Keywords Extraction from Persian Thesis Using Statistical Features and Bayesian Classification

Document Type : مقالات علمی پژوهشی

Authors
1 M.Sc Student of Artificial Intelligence, Islamic Azad University North Tehran Branch, Tehran, Iran
2 Department of Computational Linguistics, Information Science Research Department, Iranian Research Institute for Information Science and Technology (IRANDOC), Tehran, Iran
Abstract
Keyword extraction aims to extract words that are able to represent the corpus meaning. Keyword extraction has a crucial role in information retrieval, recommendation systems and corpora classification. In Persian language, keyword extraction is known as hard task due to Persian’s inherent complication. In this research work, we aim to address keyword extraction with a combination of statistical and Machine Learning as a novel approach to this problem. First the required preprocessing is applied to the corpora. Then three statistical methods and Bayesian classifier was utilized to the corpora to extract the keywords pattern. Also, a post processing methods was used to decrease the number of True Positive outputs. It should be pointed out that the built model can extract up to 20 keywords and they will be compared with keywords in the corresponding corpus. The evaluation results indicate that the proposed method, could extract keywords from scientific corpora (Specifically Thesis and Dissertations) with a good accuracy.



1. Introduction

Automated keyword extraction is the process of identifying document terms and phrases that can appropriately represent the subject of our writing. With the proliferation of digital documents today, extracting keywords manually can be impractical. Many applications such as auto-indexing, summarization, auto-classification, and text filtering can benefit from this process since the keywords provide a compact display of the text. Automated keyword generation can be broadly classified into two categories: keyword allocation and keyword extraction.

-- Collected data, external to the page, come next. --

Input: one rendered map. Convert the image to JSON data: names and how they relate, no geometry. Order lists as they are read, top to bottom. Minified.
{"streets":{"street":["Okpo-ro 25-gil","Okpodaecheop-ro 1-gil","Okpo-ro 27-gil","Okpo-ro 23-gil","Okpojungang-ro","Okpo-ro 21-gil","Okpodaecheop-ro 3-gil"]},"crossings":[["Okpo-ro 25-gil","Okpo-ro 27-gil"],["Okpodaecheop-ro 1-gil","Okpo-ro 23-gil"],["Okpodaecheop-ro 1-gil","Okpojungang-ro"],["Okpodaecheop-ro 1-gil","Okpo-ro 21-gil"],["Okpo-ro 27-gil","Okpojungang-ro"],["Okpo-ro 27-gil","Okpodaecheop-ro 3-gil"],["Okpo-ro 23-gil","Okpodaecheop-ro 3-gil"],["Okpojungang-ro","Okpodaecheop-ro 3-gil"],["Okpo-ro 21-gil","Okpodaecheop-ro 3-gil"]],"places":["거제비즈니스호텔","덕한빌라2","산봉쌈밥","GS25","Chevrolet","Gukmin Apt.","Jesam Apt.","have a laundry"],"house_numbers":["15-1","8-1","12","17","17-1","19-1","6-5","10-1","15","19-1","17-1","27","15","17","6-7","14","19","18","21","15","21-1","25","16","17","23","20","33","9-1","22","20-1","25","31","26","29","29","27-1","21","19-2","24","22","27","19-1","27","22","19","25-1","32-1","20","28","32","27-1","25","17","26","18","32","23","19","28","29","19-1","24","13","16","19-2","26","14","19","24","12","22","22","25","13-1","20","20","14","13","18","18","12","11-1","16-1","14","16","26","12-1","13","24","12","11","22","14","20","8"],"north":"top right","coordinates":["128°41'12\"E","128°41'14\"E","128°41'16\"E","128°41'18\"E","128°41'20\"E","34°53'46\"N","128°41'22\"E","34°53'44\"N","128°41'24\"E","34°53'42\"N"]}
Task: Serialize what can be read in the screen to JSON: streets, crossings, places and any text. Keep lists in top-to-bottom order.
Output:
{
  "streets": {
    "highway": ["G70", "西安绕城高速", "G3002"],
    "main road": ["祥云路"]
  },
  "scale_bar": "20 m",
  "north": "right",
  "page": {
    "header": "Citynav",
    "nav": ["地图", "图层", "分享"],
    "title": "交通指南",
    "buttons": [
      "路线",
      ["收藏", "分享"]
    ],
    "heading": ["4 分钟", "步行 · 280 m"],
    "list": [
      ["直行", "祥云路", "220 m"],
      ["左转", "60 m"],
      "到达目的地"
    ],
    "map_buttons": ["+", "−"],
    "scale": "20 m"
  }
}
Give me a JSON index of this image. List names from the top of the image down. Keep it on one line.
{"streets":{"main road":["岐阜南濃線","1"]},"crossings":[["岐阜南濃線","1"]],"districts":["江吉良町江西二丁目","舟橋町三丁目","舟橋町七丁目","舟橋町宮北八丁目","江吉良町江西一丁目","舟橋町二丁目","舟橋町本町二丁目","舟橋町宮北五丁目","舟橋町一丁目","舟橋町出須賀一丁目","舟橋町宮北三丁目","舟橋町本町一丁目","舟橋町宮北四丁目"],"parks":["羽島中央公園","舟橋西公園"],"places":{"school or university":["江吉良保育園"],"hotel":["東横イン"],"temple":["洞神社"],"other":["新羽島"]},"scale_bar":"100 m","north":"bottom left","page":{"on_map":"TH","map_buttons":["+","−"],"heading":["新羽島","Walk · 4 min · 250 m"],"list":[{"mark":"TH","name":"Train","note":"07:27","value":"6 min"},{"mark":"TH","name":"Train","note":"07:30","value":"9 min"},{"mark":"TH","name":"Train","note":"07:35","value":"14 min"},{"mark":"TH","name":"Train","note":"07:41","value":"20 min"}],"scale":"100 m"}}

In keyword allocation, a set of potential keywords is selected from a set of controlled vocabularies, while keyword extraction examines the words in the text. Keyword extraction methods can be broadly classified into four groups: statistical approaches, linguistic approaches, machine learning approaches, and hybrid approaches.



2. Literature Review

working on Persian words is a big challenge for the paucity of sufficient research. The inadequacy of text pre-processing programs has made it more complex than the Latin language. Also, the presence of large dimensions of input data is one of the challenges that has always arisen in such researches and this problem becomes more apparent due to the variety of Persian written forms (Gandomkar, 2017, p. 233:256). In Moin Maedi's article (2015, p. 34:42) A method for extracting keywords in Persian language is presented. This article extracts keywords from each text separately and without seeing another text as training data.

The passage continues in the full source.